++++ THE RECORDS

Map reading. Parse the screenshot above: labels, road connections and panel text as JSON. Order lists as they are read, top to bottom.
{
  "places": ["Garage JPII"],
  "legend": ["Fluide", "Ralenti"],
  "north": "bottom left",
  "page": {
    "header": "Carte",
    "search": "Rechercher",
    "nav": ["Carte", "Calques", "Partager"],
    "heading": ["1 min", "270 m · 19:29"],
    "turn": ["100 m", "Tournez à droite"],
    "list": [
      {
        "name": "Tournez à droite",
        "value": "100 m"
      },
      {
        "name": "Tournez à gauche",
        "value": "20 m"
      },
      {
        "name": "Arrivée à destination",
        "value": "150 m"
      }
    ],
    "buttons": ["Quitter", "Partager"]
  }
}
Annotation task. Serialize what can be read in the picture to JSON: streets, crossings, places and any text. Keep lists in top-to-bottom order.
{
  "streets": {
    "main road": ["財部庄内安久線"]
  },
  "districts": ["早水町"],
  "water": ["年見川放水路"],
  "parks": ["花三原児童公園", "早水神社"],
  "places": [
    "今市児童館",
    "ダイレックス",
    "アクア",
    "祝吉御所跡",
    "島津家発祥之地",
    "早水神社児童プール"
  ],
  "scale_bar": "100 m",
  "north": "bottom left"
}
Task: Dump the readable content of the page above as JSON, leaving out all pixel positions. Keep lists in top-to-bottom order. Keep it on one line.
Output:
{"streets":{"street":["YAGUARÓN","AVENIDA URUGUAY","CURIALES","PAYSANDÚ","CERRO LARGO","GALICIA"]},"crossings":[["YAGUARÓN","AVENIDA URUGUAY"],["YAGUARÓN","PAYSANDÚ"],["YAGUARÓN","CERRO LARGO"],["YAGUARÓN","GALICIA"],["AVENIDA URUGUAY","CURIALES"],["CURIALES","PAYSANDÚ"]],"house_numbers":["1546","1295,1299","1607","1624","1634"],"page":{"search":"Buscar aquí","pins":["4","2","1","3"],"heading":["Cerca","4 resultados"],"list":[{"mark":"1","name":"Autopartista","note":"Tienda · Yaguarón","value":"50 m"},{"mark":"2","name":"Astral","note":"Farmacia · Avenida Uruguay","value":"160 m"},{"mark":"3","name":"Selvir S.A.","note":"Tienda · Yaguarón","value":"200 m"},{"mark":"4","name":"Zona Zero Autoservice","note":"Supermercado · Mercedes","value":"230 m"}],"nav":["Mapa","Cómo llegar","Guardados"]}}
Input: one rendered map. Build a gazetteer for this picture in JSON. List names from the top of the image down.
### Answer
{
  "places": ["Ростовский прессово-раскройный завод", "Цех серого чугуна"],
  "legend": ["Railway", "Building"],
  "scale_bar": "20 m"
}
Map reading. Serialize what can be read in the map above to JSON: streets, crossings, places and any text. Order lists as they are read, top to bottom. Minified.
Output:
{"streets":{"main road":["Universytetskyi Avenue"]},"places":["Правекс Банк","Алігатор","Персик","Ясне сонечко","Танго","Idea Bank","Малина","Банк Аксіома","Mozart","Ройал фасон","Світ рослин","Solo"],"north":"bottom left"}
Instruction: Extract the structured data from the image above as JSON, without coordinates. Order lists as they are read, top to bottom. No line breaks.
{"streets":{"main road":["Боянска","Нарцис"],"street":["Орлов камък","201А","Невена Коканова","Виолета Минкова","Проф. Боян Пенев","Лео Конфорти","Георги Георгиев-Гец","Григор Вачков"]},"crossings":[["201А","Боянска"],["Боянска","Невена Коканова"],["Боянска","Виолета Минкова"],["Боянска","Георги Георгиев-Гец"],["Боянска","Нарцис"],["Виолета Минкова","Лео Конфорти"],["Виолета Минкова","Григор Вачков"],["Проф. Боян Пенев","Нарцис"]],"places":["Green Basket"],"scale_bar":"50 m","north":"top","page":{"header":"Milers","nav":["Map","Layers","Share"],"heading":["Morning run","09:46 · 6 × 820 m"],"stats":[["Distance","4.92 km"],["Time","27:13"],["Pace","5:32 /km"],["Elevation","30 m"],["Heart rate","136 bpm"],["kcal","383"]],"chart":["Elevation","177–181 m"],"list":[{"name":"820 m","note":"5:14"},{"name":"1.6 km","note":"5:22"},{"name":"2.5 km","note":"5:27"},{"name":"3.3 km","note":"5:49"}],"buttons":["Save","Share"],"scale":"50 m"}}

++++++++

• **TASK DESCRIPTION**
Nothing in the data above may be skipped; repeat it all exactly.

• **RESPONSE BOX**
Map reading. Parse the screenshot above: labels, road connections and panel text as JSON. Order lists as they are read, top to bottom.
{
  "places": ["Garage JPII"],
  "legend": ["Fluide", "Ralenti"],
  "north": "bottom left",
  "page": {
    "header": "Carte",
    "search": "Rechercher",
    "nav": ["Carte", "Calques", "Partager"],
    "heading": ["1 min", "270 m · 19:29"],
    "turn": ["100 m", "Tournez à droite"],
    "list": [
      {
        "name": "Tournez à droite",
        "value": "100 m"
      },
      {
        "name": "Tournez à gauche",
        "value": "20 m"
      },
      {
        "name": "Arrivée à destination",
        "value": "150 m"
      }
    ],
    "buttons": ["Quitter", "Partager"]
  }
}
Annotation task. Serialize what can be read in the picture to JSON: streets, crossings, places and any text. Keep lists in top-to-bottom order.
{
  "streets": {
    "main road": ["財部庄内安久線"]
  },
  "districts": ["早水町"],
  "water": ["年見川放水路"],
  "parks": ["花三原児童公園", "早水神社"],
  "places": [
    "今市児童館",
    "ダイレックス",
    "アクア",
    "祝吉御所跡",
    "島津家発祥之地",
    "早水神社児童プール"
  ],
  "scale_bar": "100 m",
  "north": "bottom left"
}
Task: Dump the readable content of the page above as JSON, leaving out all pixel positions. Keep lists in top-to-bottom order. Keep it on one line.
Output:
{"streets":{"street":["YAGUARÓN","AVENIDA URUGUAY","CURIALES","PAYSANDÚ","CERRO LARGO","GALICIA"]},"crossings":[["YAGUARÓN","AVENIDA URUGUAY"],["YAGUARÓN","PAYSANDÚ"],["YAGUARÓN","CERRO LARGO"],["YAGUARÓN","GALICIA"],["AVENIDA URUGUAY","CURIALES"],["CURIALES","PAYSANDÚ"]],"house_numbers":["1546","1295,1299","1607","1624","1634"],"page":{"search":"Buscar aquí","pins":["4","2","1","3"],"heading":["Cerca","4 resultados"],"list":[{"mark":"1","name":"Autopartista","note":"Tienda · Yaguarón","value":"50 m"},{"mark":"2","name":"Astral","note":"Farmacia · Avenida Uruguay","value":"160 m"},{"mark":"3","name":"Selvir S.A.","note":"Tienda · Yaguarón","value":"200 m"},{"mark":"4","name":"Zona Zero Autoservice","note":"Supermercado · Mercedes","value":"230 m"}],"nav":["Mapa","Cómo llegar","Guardados"]}}
Input: one rendered map. Build a gazetteer for this picture in JSON. List names from the top of the image down.
### Answer
{
  "places": ["Ростовский прессово-раскройный завод", "Цех серого чугуна"],
  "legend": ["Railway", "Building"],
  "scale_bar": "20 m"
}
Map reading. Serialize what can be read in the map above to JSON: streets, crossings, places and any text. Order lists as they are read, top to bottom. Minified.
Output:
{"streets":{"main road":["Universytetskyi Avenue"]},"places":["Правекс Банк","Алігатор","Персик","Ясне сонечко","Танго","Idea Bank","Малина","Банк Аксіома","Mozart","Ройал фасон","Світ рослин","Solo"],"north":"bottom left"}
Instruction: Extract the structured data from the image above as JSON, without coordinates. Order lists as they are read, top to bottom. No line breaks.
{"streets":{"main road":["Боянска","Нарцис"],"street":["Орлов камък","201А","Невена Коканова","Виолета Минкова","Проф. Боян Пенев","Лео Конфорти","Георги Георгиев-Гец","Григор Вачков"]},"crossings":[["201А","Боянска"],["Боянска","Невена Коканова"],["Боянска","Виолета Минкова"],["Боянска","Георги Георгиев-Гец"],["Боянска","Нарцис"],["Виолета Минкова","Лео Конфорти"],["Виолета Минкова","Григор Вачков"],["Проф. Боян Пенев","Нарцис"]],"places":["Green Basket"],"scale_bar":"50 m","north":"top","page":{"header":"Milers","nav":["Map","Layers","Share"],"heading":["Morning run","09:46 · 6 × 820 m"],"stats":[["Distance","4.92 km"],["Time","27:13"],["Pace","5:32 /km"],["Elevation","30 m"],["Heart rate","136 bpm"],["kcal","383"]],"chart":["Elevation","177–181 m"],"list":[{"name":"820 m","note":"5:14"},{"name":"1.6 km","note":"5:22"},{"name":"2.5 km","note":"5:27"},{"name":"3.3 km","note":"5:49"}],"buttons":["Save","Share"],"scale":"50 m"}}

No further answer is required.